Saved entries
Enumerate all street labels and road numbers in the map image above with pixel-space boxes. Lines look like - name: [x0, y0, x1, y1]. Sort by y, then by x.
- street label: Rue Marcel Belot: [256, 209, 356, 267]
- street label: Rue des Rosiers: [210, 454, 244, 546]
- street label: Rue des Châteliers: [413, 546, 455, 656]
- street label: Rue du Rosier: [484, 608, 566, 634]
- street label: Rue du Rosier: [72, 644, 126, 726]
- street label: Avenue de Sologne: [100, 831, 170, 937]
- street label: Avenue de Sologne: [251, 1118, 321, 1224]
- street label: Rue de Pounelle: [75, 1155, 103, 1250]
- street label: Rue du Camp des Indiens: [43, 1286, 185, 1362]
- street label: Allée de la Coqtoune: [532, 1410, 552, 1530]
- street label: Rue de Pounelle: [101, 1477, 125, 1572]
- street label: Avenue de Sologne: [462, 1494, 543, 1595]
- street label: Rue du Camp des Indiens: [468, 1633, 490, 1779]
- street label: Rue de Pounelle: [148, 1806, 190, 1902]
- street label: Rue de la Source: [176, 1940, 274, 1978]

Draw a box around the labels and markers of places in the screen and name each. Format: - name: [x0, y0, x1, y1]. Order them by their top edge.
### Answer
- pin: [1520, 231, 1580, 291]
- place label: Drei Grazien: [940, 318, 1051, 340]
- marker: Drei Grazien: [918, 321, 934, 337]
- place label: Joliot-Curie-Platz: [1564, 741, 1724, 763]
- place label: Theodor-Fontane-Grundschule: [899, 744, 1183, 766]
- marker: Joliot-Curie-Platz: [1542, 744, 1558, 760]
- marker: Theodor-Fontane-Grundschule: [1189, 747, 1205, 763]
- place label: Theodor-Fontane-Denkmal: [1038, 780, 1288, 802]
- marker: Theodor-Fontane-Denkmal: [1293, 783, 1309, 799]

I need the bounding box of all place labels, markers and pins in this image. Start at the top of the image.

About this task:
Using the data above, say how many lines include the word "markers". Write only that number.

Answer to this task:
2